→ **Task description**: Among the entries that follow, some lines contain the word "center". Show all of them.

→ **Recorded data**:
BEGIN

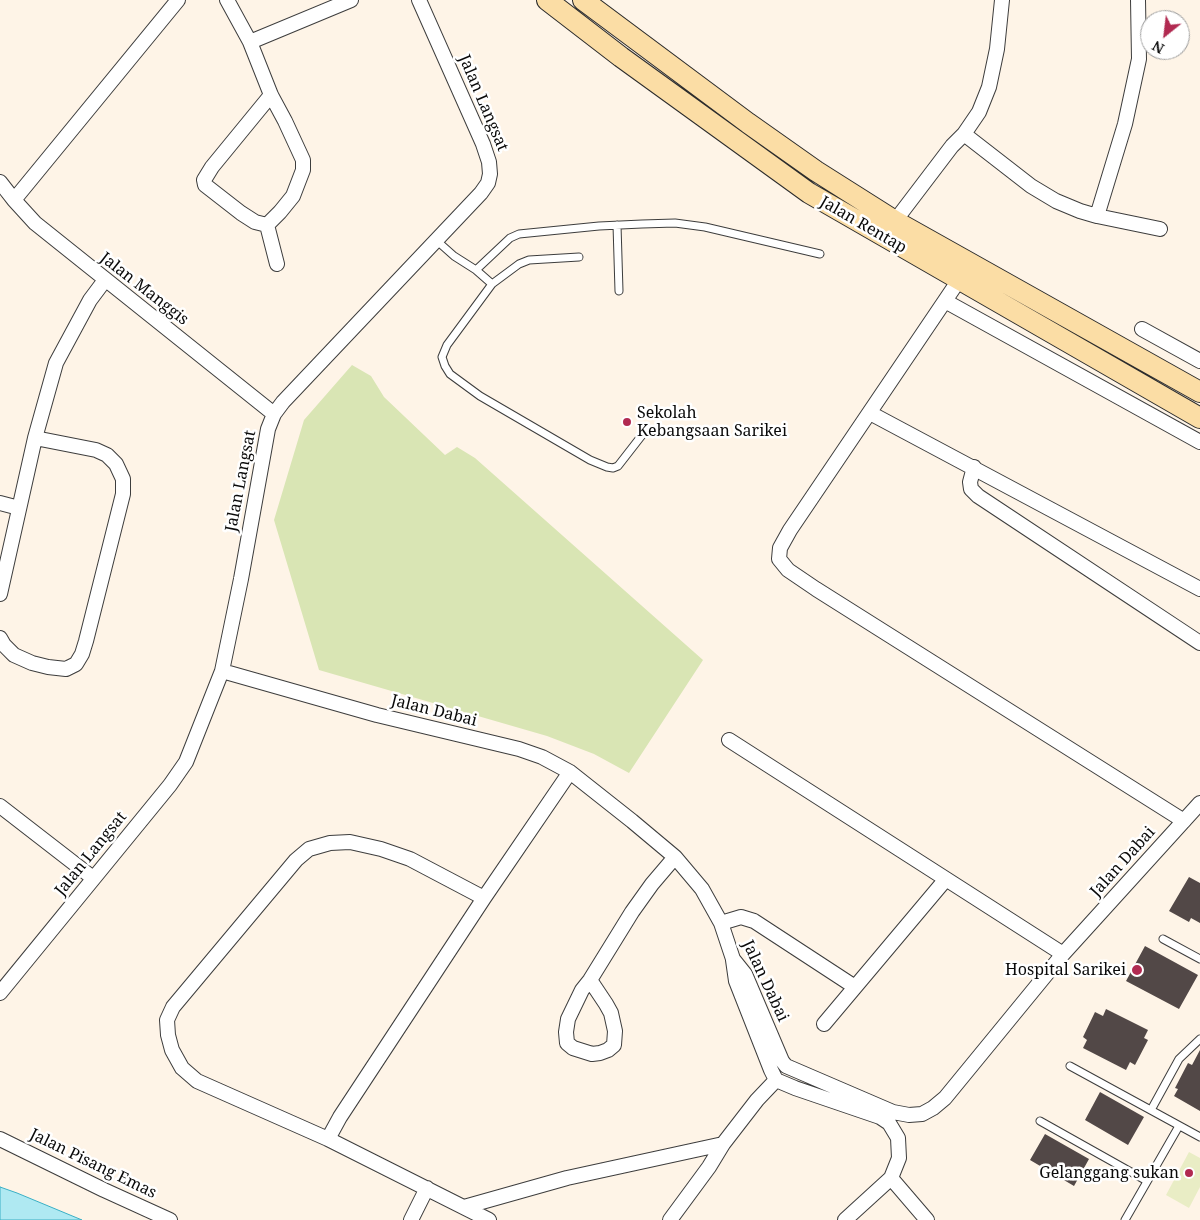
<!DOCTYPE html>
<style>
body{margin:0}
#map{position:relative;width:1200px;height:1220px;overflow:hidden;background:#fef4e7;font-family:"Noto Serif",serif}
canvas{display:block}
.north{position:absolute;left:1140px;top:10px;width:50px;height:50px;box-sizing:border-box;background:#fff;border:1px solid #9d9d9d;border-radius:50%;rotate:209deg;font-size:14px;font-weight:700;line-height:20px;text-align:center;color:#0a0a0a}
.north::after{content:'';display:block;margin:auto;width:18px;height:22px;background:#b12a51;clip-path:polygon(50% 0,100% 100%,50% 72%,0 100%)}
</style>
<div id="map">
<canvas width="1200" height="1220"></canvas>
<div class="north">N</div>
</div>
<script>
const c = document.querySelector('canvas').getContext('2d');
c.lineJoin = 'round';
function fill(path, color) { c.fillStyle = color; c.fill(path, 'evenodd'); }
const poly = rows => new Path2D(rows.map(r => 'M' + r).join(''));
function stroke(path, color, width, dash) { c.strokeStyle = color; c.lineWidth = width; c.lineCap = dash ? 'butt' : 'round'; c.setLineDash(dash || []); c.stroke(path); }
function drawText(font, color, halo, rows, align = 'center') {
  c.font = font + ' "Noto Serif",serif'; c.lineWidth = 5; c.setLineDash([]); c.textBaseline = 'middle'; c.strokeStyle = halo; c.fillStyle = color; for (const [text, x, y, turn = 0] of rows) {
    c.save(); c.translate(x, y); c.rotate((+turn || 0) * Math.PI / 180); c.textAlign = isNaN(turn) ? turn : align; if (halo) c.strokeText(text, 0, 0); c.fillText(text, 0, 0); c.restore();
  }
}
const green = poly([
 [352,365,371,376,384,397,445,455,457,447,475,458,703,660,629,773,594,754,547,736,319,670,274,520,304,420]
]);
const pitch = poly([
 [1189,1152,1200,1158,1200,1187,1189,1208,1166,1195]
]);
const water = poly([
 [0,1187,17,1193,82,1220,0,1220,0,1187]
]);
const building = poly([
 [1189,877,1200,883,1200,923,1191,918,1189,922,1169,911],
 [1145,946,1198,975,1179,1009,1126,981],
 [1106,1009,1148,1030,1144,1038,1148,1040,1135,1065,1130,1062,1126,1070,1083,1048,1087,1040,1083,1037,1095,1012,1103,1016],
 [1200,1050,1200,1111,1174,1096,1178,1089,1175,1088,1188,1063,1192,1065],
 [1100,1092,1144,1117,1128,1145,1085,1120],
 [1045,1134,1089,1159,1074,1186,1030,1160]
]);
const lane = poly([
 [617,225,619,291],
 [436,240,454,256,476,270,510,238,519,234,599,226,642,224,675,223,705,227,820,254],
 [476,270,492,284,447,345,442,357,445,366,450,374,480,396,590,460,607,467,613,468,618,466,646,430],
 [492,284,519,264,529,260,579,257],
 [1163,939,1200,959],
 [1070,1066,1200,1137],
 [1151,1110,1179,1059,1200,1039],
 [1040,1121,1147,1181],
 [1125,1220,1179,1126]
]);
const street = poly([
 [227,0,250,42,271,95,285,121,303,160,303,170,293,196,280,212,267,225,255,222,241,213,205,185,204,180,212,167,271,95],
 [250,42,351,0],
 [964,134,1031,186,1056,201,1080,211,1097,216,1125,124,1139,59,1138,0],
 [0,182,14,200,35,223,274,414],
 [14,200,178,0],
 [1097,216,1160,229],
 [895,221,952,146,964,134,979,112,989,87,997,49,1002,0],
 [267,225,277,264],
 [959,280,790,530,780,548,779,559,788,570,816,589,1184,821],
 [945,301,1200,442],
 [1142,329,1200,361],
 [870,413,1200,589],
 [974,467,970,482,971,489,978,496,1200,643],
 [0,503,19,508],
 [0,594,35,438,56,363,90,300,105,280],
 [0,638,4,645,14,655,32,663,48,667,66,669,76,664,82,654,86,641,123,494,123,479,116,464,107,455,96,450,35,438],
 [222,671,377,715,519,749,542,757,570,772,632,821,675,857,702,889,721,923,733,959,745,974,782,1061,786,1066,893,1112,909,1115,922,1114,933,1108,945,1098,1063,954,1200,803],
 [729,740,1063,954],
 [0,806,93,878],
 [721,923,741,917,754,921,855,987],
 [733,960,736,981,771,1070,776,1080,795,1088,880,1117,889,1123,898,1138,899,1158,891,1178,845,1220],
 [590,980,606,1004,611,1013,615,1031,614,1045,608,1050,600,1053,592,1054,573,1048,567,1043,566,1032,568,1019,582,990,590,980,632,912,652,884,675,857],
 [0,993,170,785,186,762,222,671,241,579,268,429,274,414,283,402,481,193,488,183,490,174,489,162,483,144,419,0],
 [824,1024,946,879],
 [0,1139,104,1190,170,1220],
 [328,1139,197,1081,182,1068,172,1050,168,1035,167,1020,173,1007,296,860,309,849,330,843,350,842,381,849,410,859,484,898],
 [891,1178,927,1220],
 [464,1207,567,1178,723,1144],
 [411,1220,427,1188],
 [489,1220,328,1139,340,1117,484,898,570,772],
 [670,1220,709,1167,723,1144,757,1100,776,1080]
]);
const secondary = poly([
 [547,0,621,57,809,193,1200,418],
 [583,0,748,123,816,171,895,221,1200,392]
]);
const markers = [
 [627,422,5,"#b12a51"],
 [1137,970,6,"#b12a51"],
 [1189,1173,5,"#b12a51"]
];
const streetNames = [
 ["Jalan Langsat",483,103,67],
 ["Jalan Rentap",863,225,30],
 ["Jalan Manggis",144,289,38],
 ["Jalan Langsat",241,481,-79],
 ["Jalan Dabai",434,711,14],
 ["Jalan Langsat",91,854,-51],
 ["Jalan Dabai",1123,862,-48],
 ["Jalan Dabai",765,981,65],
 ["Jalan Pisang Emas",93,1164,26]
];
const poiNames = [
 ["Sekolah",637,413,"left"],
 ["Kebangsaan Sarikei",637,431,"left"],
 ["Hospital Sarikei",1126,970],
 ["Gelanggang sukan",1179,1173]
];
fill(green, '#d9e5b4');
fill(pitch, '#e9edc5');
fill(water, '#afe9f2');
stroke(water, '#3aafc5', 1);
fill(building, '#524847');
stroke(lane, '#3d3d3d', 9);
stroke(street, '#3d3d3d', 16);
stroke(secondary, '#2c2c2c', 22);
stroke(lane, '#fff', 7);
stroke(street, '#fff', 14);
stroke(secondary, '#fbdda5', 20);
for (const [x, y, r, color] of markers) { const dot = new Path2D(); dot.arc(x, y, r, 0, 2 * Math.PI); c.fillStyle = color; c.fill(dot); stroke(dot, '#fff', 2); }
drawText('16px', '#0a0a0a', '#fff', streetNames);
drawText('16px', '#0a0a0a', '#fff', poiNames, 'right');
</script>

END

→ **Result below**:
.north{position:absolute;left:1140px;top:10px;width:50px;height:50px;box-sizing:border-box;background:#fff;border:1px solid #9d9d9d;border-radius:50%;rotate:209deg;font-size:14px;font-weight:700;line-height:20px;text-align:center;color:#0a0a0a}
function drawText(font, color, halo, rows, align = 'center') {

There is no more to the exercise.